## WORK ITEM
Search the records below for the string "Elevation", and report each line that contains it.

[Stored data]

>>>>>

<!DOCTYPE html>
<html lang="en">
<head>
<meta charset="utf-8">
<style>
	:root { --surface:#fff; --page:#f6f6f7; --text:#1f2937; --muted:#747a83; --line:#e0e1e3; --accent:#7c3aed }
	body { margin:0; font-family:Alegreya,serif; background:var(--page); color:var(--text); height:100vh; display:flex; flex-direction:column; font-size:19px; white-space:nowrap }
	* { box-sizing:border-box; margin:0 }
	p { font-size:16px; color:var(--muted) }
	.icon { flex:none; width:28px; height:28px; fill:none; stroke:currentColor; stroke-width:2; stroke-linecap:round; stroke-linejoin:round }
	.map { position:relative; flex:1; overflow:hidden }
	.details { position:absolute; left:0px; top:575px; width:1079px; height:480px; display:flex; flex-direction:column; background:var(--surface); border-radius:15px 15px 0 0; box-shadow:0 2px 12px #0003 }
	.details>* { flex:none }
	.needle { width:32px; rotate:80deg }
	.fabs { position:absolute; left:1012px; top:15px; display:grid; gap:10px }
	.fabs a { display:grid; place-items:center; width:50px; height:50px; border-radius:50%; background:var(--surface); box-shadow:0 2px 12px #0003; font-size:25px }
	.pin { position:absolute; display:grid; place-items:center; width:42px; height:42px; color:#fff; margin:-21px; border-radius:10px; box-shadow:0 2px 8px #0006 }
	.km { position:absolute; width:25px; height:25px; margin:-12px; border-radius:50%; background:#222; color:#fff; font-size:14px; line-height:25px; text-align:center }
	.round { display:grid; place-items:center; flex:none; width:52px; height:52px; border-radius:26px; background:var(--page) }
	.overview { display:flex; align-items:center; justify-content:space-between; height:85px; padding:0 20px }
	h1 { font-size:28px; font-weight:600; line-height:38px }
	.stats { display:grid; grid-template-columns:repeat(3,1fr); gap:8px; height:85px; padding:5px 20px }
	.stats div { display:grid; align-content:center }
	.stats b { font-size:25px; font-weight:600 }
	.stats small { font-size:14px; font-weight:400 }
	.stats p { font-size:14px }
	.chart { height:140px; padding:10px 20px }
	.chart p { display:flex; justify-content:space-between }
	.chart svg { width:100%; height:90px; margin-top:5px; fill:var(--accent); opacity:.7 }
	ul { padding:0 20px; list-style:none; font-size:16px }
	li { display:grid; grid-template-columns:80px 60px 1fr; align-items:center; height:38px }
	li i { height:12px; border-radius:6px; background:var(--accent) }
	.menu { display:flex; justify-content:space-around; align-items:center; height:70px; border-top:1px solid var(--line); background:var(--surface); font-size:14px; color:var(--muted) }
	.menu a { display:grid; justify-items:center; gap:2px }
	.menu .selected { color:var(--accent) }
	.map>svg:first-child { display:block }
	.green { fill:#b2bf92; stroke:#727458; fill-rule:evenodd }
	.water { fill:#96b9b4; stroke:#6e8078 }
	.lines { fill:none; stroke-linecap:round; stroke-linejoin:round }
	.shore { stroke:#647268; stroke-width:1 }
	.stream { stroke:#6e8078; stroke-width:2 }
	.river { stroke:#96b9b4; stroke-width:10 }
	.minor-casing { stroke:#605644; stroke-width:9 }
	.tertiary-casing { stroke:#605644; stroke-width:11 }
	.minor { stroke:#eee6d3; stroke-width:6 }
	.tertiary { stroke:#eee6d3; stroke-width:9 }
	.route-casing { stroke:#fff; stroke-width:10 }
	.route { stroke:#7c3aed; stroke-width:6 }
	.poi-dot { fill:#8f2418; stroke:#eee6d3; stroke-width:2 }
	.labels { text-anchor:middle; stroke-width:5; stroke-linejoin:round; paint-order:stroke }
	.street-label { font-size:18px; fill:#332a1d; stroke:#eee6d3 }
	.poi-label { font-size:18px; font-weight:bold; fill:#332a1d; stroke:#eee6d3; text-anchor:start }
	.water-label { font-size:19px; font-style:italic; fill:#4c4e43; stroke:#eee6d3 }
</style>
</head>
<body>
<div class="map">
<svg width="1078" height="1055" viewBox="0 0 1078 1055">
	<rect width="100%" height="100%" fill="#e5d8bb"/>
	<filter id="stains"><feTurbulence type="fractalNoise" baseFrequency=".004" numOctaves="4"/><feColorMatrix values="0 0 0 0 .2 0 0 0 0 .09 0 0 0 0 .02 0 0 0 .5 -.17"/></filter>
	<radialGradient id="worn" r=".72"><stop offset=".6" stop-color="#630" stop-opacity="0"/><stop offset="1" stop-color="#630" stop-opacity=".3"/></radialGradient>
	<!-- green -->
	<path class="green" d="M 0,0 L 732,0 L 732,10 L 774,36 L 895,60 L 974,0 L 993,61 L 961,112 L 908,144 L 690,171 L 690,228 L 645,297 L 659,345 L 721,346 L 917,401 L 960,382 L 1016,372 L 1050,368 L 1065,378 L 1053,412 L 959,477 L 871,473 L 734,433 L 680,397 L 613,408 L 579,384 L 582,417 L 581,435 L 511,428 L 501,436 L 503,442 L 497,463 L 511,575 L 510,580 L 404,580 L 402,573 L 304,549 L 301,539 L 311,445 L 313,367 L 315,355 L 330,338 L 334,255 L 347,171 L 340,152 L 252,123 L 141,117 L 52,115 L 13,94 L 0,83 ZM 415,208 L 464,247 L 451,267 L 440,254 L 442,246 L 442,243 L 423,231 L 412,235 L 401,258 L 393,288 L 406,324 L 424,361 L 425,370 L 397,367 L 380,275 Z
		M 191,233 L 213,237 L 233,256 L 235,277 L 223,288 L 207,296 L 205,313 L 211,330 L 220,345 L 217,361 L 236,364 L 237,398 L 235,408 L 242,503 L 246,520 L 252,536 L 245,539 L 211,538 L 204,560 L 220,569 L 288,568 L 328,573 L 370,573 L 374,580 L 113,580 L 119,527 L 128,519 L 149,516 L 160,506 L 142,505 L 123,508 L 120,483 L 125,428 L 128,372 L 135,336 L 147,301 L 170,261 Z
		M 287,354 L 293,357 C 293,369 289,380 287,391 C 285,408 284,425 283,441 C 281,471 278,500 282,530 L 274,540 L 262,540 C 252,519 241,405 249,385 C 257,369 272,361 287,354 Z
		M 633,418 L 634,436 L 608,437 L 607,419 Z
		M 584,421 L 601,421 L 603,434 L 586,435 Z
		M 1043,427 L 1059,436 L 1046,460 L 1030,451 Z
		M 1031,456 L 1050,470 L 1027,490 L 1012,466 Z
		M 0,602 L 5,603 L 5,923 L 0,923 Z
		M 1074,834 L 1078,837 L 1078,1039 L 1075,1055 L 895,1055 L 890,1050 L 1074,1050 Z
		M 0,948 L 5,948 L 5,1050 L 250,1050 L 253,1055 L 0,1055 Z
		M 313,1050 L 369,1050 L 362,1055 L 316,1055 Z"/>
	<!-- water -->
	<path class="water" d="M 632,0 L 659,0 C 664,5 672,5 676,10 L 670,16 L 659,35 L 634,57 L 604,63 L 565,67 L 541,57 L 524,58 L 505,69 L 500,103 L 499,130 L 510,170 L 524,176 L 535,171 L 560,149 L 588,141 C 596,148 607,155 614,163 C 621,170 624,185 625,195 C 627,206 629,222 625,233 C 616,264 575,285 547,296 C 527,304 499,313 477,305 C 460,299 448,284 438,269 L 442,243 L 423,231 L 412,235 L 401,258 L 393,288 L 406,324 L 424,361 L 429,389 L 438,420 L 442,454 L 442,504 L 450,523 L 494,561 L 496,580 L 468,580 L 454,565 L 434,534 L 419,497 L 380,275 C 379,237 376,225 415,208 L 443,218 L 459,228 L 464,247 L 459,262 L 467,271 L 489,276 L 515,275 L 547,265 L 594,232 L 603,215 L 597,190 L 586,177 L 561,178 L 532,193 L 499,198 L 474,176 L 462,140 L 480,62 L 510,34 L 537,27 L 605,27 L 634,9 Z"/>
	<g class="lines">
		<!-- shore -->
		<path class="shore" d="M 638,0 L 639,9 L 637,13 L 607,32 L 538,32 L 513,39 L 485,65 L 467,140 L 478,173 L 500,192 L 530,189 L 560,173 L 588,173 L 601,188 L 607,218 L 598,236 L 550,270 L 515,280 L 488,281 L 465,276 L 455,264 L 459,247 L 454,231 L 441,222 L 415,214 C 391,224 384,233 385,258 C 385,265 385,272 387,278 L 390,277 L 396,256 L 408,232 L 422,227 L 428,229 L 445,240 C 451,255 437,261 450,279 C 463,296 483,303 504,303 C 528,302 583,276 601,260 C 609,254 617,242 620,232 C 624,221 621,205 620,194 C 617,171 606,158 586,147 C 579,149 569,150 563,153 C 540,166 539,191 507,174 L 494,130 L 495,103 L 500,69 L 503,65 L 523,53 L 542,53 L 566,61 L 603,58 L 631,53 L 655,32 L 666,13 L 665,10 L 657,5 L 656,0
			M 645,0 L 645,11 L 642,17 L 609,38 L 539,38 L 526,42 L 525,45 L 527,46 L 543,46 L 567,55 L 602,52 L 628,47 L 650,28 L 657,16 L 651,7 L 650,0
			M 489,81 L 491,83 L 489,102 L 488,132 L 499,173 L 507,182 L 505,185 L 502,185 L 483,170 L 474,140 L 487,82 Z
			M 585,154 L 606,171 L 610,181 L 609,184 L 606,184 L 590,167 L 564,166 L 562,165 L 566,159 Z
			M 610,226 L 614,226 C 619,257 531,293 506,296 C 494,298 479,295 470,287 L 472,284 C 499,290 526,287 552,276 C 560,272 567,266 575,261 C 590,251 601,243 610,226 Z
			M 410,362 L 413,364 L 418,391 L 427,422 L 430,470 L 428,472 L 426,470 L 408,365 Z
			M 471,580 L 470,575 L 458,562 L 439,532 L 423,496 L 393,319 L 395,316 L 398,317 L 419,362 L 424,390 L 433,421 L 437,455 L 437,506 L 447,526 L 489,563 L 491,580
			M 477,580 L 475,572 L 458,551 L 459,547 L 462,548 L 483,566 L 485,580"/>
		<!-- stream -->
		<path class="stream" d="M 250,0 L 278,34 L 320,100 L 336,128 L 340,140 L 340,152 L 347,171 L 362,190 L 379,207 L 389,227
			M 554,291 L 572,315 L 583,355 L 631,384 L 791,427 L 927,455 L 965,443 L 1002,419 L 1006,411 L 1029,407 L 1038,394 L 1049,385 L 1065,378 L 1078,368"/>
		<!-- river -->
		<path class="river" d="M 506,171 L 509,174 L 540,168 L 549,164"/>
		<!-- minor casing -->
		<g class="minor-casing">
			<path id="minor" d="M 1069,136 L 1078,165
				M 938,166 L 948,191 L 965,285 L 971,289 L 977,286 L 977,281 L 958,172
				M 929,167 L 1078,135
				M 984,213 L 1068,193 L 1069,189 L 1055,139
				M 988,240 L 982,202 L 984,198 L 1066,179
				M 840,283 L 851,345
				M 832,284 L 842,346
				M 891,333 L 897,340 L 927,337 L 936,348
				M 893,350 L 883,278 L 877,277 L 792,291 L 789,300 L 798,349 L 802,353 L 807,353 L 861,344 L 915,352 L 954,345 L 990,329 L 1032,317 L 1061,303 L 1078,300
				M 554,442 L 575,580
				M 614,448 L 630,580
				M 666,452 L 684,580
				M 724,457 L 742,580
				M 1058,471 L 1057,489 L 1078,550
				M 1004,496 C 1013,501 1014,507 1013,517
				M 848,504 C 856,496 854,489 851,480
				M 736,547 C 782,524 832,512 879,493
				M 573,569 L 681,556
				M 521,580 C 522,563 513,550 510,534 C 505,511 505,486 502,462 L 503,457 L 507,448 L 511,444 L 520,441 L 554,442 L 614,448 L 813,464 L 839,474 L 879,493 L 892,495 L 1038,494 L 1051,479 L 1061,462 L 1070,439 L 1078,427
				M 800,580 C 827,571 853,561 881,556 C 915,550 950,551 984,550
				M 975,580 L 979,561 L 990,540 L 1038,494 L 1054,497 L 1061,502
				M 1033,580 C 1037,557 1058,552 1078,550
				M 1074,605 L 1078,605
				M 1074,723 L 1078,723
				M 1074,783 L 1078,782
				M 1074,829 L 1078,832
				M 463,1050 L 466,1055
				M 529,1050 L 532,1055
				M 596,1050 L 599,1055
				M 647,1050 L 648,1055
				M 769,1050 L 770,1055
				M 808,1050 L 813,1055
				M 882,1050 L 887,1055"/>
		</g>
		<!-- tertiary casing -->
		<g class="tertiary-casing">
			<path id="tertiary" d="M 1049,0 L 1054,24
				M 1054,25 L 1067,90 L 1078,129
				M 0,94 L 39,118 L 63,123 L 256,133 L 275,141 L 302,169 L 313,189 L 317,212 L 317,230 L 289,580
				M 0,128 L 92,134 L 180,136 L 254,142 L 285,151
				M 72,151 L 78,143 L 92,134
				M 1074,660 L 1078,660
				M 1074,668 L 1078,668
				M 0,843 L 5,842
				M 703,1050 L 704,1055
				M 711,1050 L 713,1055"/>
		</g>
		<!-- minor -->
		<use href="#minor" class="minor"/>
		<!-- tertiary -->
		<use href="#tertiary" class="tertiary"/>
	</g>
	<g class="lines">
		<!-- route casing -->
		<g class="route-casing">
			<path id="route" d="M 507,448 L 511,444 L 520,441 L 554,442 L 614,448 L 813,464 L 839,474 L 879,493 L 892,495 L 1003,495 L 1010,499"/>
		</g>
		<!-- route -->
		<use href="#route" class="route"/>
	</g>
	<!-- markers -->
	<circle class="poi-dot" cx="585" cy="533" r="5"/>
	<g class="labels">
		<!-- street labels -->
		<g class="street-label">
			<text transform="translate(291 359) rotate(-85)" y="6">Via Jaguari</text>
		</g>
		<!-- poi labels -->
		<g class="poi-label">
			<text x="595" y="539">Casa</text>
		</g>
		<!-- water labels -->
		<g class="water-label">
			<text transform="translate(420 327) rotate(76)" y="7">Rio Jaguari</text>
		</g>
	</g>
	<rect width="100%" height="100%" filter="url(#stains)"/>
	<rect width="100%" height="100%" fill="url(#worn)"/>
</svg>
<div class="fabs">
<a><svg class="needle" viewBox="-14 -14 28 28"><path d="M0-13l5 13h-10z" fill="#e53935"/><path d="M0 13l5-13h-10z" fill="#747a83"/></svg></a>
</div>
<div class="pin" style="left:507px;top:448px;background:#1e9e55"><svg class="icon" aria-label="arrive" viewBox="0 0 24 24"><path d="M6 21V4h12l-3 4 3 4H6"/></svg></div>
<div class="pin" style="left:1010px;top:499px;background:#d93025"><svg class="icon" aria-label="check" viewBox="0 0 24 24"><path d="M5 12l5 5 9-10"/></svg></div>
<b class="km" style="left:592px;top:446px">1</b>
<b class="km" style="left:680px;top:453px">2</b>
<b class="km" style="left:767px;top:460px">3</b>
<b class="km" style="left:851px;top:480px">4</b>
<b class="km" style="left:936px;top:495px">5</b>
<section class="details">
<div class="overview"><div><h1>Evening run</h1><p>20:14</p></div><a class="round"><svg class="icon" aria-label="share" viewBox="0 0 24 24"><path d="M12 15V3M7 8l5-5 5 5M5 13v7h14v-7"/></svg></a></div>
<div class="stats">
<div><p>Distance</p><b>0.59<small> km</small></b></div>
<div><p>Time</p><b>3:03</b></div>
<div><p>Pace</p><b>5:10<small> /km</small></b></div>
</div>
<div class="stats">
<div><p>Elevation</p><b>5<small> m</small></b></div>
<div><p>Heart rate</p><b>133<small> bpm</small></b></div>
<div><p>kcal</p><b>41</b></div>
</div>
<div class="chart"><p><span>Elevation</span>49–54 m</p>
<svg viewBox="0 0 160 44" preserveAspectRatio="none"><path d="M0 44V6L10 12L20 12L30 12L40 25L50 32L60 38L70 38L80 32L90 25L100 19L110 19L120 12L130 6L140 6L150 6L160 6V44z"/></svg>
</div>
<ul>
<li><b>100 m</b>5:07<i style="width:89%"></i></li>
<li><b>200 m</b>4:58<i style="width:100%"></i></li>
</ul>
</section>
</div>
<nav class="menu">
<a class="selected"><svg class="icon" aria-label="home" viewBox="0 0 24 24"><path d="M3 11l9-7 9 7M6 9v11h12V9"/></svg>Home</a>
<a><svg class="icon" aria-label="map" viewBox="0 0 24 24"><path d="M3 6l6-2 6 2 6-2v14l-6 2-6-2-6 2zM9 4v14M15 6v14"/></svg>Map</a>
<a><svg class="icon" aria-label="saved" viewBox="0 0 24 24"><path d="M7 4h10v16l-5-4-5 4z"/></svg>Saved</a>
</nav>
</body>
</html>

<<<<<
>>>>>

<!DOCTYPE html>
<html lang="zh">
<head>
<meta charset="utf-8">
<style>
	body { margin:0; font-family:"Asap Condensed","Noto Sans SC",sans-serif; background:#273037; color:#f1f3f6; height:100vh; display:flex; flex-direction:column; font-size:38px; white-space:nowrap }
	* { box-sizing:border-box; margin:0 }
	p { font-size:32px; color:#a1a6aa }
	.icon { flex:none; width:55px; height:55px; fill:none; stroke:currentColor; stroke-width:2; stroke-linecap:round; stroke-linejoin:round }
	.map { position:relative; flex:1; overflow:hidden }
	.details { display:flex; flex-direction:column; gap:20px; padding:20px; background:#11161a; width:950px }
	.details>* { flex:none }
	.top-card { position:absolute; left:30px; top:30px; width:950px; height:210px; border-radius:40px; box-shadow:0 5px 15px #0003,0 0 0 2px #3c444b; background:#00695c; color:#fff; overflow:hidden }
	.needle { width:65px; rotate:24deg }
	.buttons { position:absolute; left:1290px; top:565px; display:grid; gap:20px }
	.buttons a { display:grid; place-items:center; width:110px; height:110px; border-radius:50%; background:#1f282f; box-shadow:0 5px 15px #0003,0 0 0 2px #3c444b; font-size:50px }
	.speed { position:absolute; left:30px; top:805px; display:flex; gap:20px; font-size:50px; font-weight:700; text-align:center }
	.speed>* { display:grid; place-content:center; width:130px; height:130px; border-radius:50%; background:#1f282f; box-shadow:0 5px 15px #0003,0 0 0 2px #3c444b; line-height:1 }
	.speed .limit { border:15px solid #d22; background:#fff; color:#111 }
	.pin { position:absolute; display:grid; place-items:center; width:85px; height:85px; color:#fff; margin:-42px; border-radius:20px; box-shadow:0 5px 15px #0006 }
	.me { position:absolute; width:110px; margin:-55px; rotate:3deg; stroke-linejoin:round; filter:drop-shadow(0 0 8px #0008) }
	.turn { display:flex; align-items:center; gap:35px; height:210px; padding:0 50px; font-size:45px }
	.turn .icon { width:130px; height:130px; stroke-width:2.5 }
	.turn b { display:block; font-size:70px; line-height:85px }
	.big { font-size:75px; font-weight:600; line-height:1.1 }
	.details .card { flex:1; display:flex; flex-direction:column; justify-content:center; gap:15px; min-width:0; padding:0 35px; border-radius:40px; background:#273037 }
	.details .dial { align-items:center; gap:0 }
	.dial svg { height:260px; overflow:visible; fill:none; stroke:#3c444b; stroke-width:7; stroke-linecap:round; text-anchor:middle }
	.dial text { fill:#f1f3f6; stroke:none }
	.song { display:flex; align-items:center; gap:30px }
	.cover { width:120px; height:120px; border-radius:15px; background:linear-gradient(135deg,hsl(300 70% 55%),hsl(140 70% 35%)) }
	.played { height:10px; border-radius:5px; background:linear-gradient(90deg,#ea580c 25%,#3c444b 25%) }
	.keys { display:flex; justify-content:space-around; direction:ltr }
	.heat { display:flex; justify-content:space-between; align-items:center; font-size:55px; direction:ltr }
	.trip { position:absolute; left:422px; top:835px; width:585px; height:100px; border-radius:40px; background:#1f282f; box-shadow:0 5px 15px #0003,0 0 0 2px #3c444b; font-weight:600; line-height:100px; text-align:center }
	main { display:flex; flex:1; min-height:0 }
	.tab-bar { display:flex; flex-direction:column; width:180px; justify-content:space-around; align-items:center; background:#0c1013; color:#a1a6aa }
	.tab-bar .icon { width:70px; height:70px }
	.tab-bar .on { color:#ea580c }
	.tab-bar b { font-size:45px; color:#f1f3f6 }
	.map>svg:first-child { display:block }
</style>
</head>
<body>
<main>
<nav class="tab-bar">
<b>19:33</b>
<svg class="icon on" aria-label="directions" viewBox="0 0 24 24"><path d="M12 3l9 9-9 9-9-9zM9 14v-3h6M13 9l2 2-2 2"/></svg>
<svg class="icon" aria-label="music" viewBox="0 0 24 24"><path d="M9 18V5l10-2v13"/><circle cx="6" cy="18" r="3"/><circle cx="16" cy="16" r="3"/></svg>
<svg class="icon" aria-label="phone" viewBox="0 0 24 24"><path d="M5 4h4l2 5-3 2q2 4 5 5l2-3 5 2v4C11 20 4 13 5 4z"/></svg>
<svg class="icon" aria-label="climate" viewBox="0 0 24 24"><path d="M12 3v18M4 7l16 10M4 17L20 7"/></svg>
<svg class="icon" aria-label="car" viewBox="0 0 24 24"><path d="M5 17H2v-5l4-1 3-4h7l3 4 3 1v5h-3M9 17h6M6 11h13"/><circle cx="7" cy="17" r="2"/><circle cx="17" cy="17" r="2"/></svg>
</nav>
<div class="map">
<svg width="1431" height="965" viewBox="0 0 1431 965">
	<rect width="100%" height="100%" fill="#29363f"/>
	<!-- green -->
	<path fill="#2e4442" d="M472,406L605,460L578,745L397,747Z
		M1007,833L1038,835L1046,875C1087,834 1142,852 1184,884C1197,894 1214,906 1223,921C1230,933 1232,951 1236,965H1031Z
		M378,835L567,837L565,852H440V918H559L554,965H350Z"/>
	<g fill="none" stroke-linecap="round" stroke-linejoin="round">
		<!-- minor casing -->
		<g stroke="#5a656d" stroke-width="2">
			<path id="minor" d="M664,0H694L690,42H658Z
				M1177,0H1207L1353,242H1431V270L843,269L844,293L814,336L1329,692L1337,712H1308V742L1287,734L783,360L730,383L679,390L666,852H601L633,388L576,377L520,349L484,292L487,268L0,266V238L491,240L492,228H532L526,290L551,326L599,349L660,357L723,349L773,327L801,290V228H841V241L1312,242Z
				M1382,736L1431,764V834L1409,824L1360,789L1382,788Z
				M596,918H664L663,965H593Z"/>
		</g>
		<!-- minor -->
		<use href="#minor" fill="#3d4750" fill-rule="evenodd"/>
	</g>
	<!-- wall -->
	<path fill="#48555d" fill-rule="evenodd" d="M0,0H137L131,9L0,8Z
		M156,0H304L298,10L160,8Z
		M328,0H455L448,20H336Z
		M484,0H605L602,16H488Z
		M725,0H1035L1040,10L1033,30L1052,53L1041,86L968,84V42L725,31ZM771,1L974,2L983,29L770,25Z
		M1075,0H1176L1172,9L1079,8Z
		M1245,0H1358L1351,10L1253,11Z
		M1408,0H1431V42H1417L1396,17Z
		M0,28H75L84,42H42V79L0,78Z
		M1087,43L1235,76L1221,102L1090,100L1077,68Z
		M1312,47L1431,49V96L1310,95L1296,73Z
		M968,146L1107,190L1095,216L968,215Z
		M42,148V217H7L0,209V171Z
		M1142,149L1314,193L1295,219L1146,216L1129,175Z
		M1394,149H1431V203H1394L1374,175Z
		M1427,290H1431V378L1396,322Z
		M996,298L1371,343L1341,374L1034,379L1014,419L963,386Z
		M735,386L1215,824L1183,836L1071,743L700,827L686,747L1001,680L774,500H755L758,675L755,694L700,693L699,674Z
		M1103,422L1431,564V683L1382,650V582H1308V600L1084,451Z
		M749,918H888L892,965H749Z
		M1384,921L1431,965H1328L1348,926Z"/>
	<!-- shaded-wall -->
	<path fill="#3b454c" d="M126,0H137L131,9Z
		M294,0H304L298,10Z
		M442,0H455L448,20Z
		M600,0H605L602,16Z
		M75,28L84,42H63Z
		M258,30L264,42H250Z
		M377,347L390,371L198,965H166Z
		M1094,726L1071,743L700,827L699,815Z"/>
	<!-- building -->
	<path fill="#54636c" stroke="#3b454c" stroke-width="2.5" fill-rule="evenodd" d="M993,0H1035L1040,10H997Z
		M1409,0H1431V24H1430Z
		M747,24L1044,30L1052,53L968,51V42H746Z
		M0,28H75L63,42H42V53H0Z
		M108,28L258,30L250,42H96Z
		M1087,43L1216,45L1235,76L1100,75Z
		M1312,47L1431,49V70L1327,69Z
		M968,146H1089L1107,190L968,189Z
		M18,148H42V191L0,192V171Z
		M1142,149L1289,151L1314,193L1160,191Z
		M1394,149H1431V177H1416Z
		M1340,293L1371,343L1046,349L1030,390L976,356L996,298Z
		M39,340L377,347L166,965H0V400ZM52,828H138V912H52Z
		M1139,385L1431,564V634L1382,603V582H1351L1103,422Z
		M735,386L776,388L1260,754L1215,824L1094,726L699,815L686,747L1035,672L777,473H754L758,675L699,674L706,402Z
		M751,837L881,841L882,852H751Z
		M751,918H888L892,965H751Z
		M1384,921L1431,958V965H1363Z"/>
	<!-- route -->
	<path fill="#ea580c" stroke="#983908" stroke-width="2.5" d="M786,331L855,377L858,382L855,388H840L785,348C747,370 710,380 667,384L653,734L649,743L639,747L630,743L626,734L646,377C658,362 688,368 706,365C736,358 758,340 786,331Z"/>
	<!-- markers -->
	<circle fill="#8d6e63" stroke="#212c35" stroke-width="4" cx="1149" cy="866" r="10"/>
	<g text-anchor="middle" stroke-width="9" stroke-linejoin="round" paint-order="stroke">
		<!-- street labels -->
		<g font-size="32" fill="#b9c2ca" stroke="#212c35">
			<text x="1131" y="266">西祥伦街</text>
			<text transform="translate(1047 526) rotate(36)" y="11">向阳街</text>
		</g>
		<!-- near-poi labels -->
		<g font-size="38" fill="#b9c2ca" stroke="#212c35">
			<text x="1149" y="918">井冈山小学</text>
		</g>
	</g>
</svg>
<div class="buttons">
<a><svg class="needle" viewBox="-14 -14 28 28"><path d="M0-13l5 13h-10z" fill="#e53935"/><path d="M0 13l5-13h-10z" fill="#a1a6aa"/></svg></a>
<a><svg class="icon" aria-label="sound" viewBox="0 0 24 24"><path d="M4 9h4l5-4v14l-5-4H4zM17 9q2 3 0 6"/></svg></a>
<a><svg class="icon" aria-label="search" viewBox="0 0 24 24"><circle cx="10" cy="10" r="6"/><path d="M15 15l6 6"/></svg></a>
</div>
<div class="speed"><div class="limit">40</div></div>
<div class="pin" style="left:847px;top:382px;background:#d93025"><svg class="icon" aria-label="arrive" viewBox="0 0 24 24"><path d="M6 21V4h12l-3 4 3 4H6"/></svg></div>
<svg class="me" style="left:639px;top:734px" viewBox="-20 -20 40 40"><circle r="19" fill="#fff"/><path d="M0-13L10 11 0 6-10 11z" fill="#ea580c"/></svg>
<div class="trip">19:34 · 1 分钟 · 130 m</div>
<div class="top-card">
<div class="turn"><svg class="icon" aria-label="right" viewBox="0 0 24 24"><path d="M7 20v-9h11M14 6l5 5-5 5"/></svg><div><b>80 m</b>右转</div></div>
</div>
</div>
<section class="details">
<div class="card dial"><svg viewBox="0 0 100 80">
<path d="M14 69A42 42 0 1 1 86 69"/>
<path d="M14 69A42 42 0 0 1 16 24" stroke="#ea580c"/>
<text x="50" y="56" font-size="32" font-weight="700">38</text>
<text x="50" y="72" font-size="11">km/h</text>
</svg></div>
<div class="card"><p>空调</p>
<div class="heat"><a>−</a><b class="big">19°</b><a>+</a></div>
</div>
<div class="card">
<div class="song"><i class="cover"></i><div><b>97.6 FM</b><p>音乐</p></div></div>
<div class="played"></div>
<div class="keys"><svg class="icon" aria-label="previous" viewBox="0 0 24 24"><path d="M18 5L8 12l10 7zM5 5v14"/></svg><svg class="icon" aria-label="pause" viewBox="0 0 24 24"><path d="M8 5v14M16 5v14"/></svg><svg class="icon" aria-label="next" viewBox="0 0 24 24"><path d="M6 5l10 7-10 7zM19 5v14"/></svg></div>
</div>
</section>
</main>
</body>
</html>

<<<<<

## RESPONSE BOX
<div><p>Elevation</p><b>5<small> m</small></b></div>
<div class="chart"><p><span>Elevation</span>49–54 m</p>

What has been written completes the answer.